11.5 Notices. Notices and other communications provided for herein shall
-------
be in writing and shall be delivered by hand or overnight
international courier service, sent by graphic scanning or other
telegraphic communication equipment available to both, the sending
Party and the receiving Party, as follows:
If to Purchaser:
-------------------------------------------
-------------------------------------------
Facsimile No.: ___________________________
Attention: ______________________________
If to the Company:
VeriChip Corporation
000 Xxxxx Xxxx Xxx, Xxx. 000
Xxxx Xxxxx, XX 00000
United States of America
Facsimile No.: (000) 000-0000
Attention: President
All notices and other communications given to either Party hereto
in accordance with the provisions of this Agreement shall be deemed
to have been given on the date of delivery if delivered by hand or
overnight courier service or on the first business day if sent by
graphic scanning or other telegraphic communications equipment
available to both the sender and the receiver, in each case
delivered, sent or mailed (properly addressed) to such Party as
provided in this Section 11.5, or in accordance with the latest
unrevised direction from such Party given in accordance with this
Section.
11.6 Amendments. Except as provided elsewhere herein, this Agreement can
----------
be modified only by a specific written agreement duly signed by
persons authorized to sign agreements on behalf of Purchaser and
the Company.
11.7 Publicity. Purchaser agrees that any publicity or advertising which
---------
shall be released by Purchaser in which the Company is identified
in connection with the Products shall be in accordance with the
terms of this Agreement and with such information or data as the
Company may, from time to time, furnish to Purchaser for such
purposes. Copies of all such publicity and advertising shall be
forwarded to the Company for its prior written approval.
14
11.8 Severability. If any provision of this Agreement shall be held by a
------------
court or other tribunal of competent jurisdiction to be invalid,
illegal or unenforceable, or shall be required to be modified, the
validity, legality and enforceability of the remaining provisions
shall not be affected or impaired thereby.

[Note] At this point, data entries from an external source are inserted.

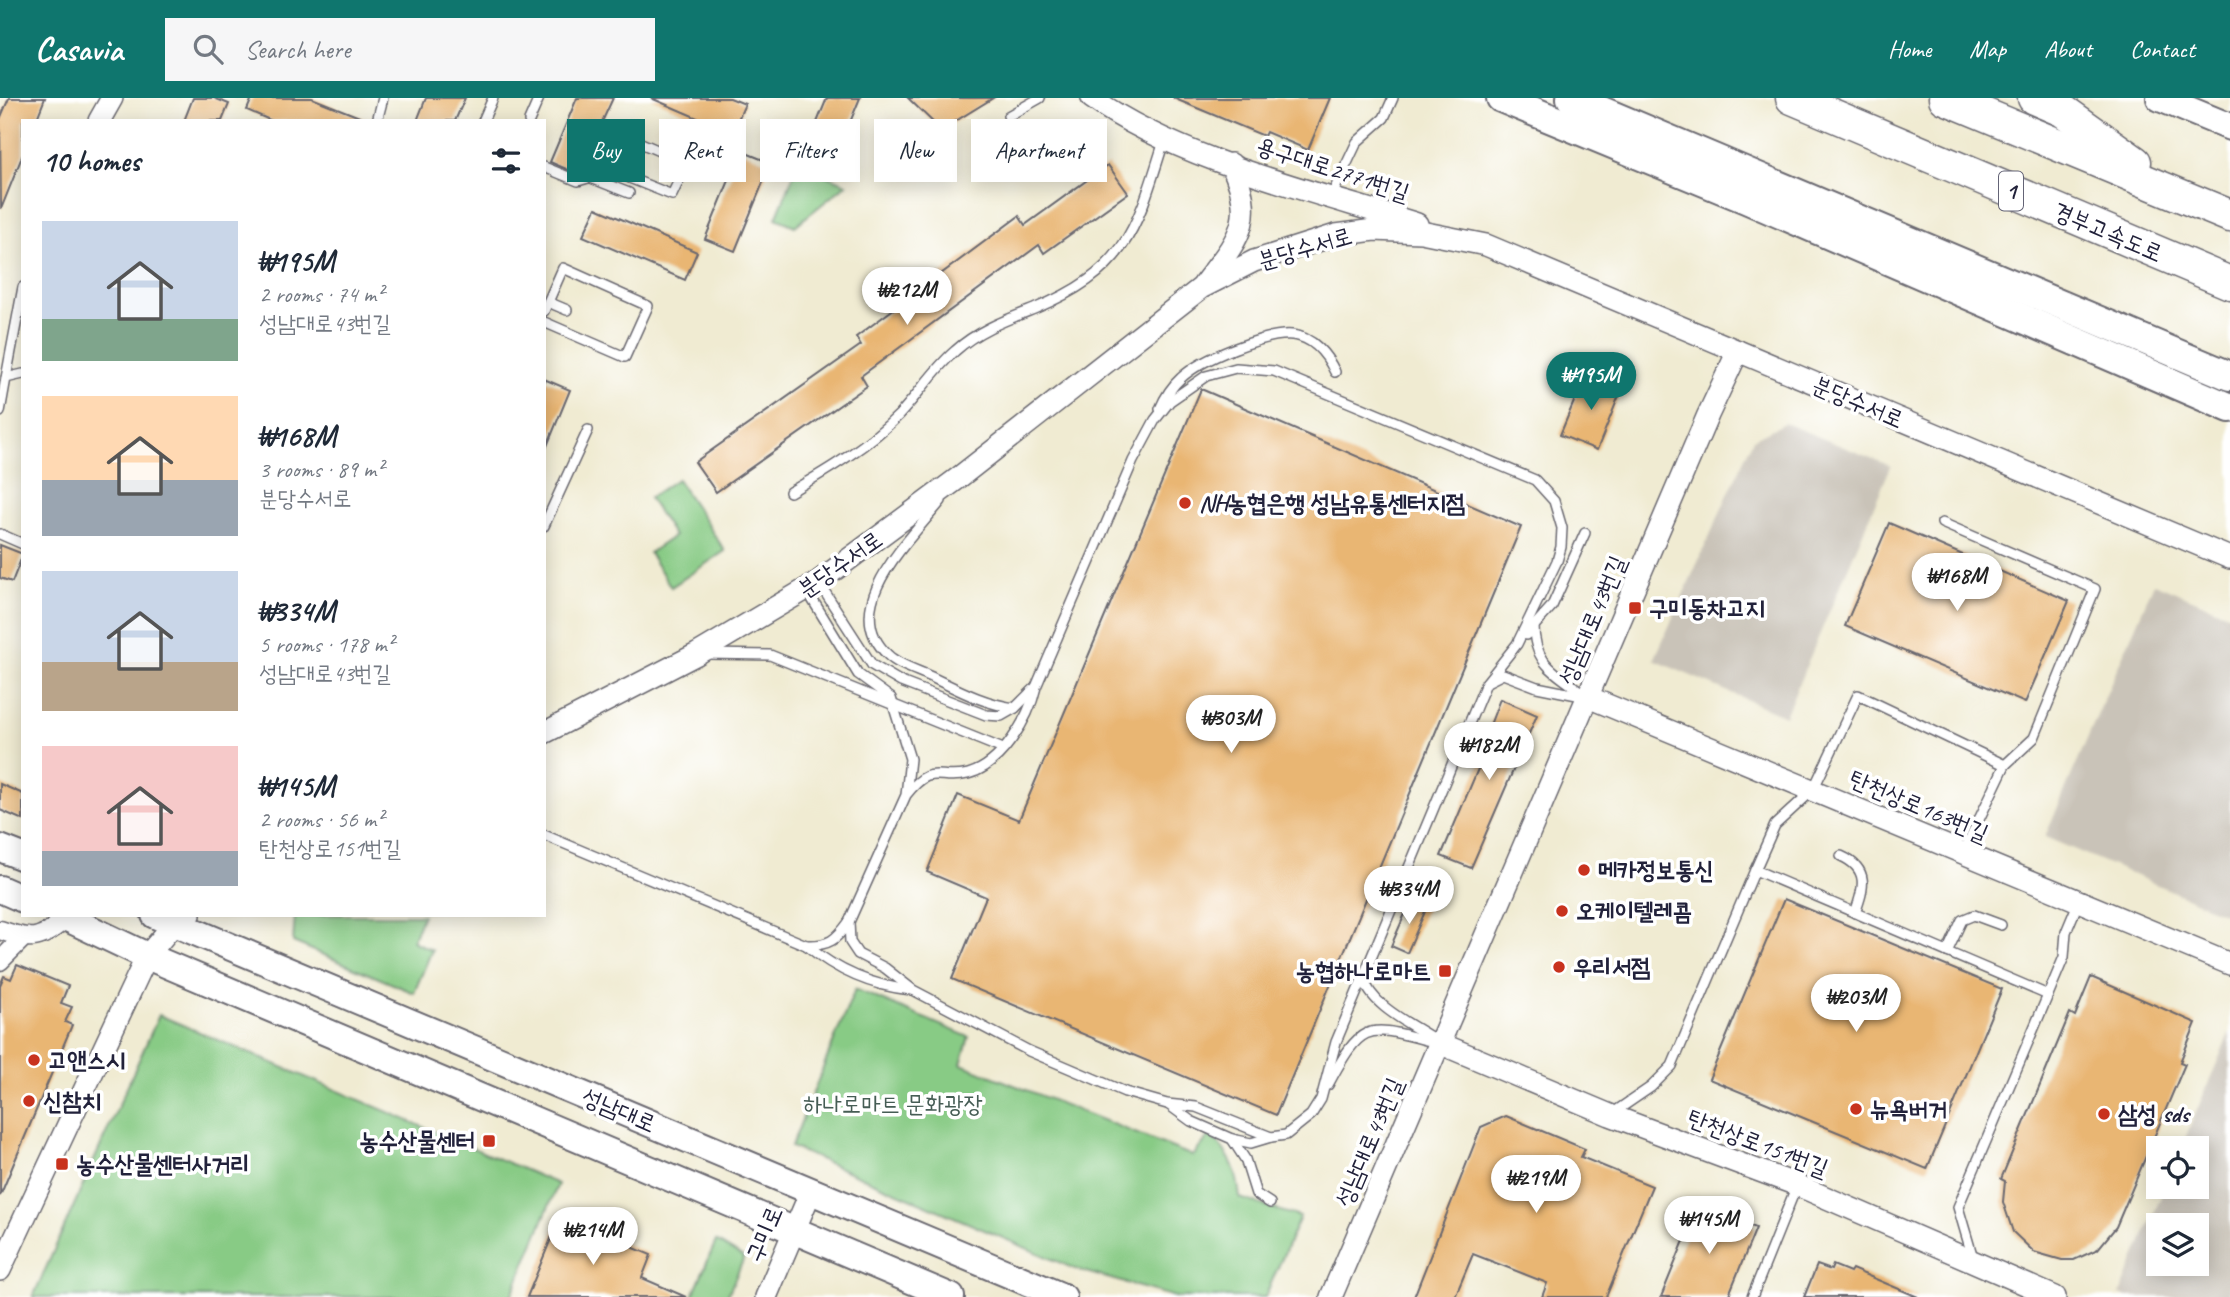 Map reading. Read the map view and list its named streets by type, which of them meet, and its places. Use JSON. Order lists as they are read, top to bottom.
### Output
{
  "streets": {
    "highway": ["1", "경부고속도로"],
    "main road": ["성남대로"],
    "street": [
      "용구대로2771번길",
      "분당수서로",
      "성남대로43번길",
      "탄천상로163번길",
      "탄천상로151번길",
      "구미로"
    ]
  },
  "crossings": [
    ["용구대로2771번길", "분당수서로"],
    ["분당수서로", "성남대로43번길"],
    ["성남대로43번길", "탄천상로163번길"],
    ["성남대로43번길", "탄천상로151번길"],
    ["성남대로", "구미로"]
  ],
  "parks": ["하나로마트 문화광장"],
  "places": {
    "other": [
      "NH농협은행 성남유통센터지점",
      "메카정보통신",
      "오케이텔레콤",
      "우리서점",
      "고앤스시",
      "신참치",
      "뉴욕버거",
      "삼성 sds"
    ],
    "transit": [
      "구미동차고지",
      "농협하나로마트",
      "농수산물센터",
      "농수산물센터사거리"
    ]
  },
  "page": {
    "header": "Casavia",
    "search": "Search here",
    "nav": [
      "Home",
      "Map",
      "About",
      "Contact"
    ],
    "chip": [
      "Buy",
      "Rent",
      "Filters",
      "New",
      "Apartment"
    ],
    "heading": "10 homes",
    "list": [
      {
        "name": "₩195M",
        "note": "2 rooms · 74 m² · 성남대로43번길"
      },
      {
        "name": "₩168M",
        "note": "3 rooms · 89 m² · 분당수서로"
      },
      {
        "name": "₩334M",
        "note": "5 rooms · 178 m² · 성남대로43번길"
      },
      {
        "name": "₩145M",
        "note": "2 rooms · 56 m² · 탄천상로151번길"
      }
    ],
    "price": [
      "₩212M",
      "₩195M",
      "₩168M",
      "₩303M",
      "₩182M",
      "₩334M",
      "₩203M",
      "₩219M",
      "₩145M",
      "₩214M"
    ]
  }
}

11.9 Counterparts. This Agreement may be executed in any number of
------------
counterparts, each of which will be deemed an original but all of
which when taken together will constitute one and the same
contract, and shall become effective when one or more such
counterparts have been signed by each of the Parties and delivered
to the other Party.
11.10 Waiver. The waiver by either Party of any instance of the other
------
Party's non-compliance with any obligation or responsibility herein
shall not be deemed a waiver of the waiving Party's remedies for
such non-compliance in the future.
11.11 Time Limit On Actions. No action, regardless of form, arising out
---------------------
of this Agreement may be brought by either Party more than two (2)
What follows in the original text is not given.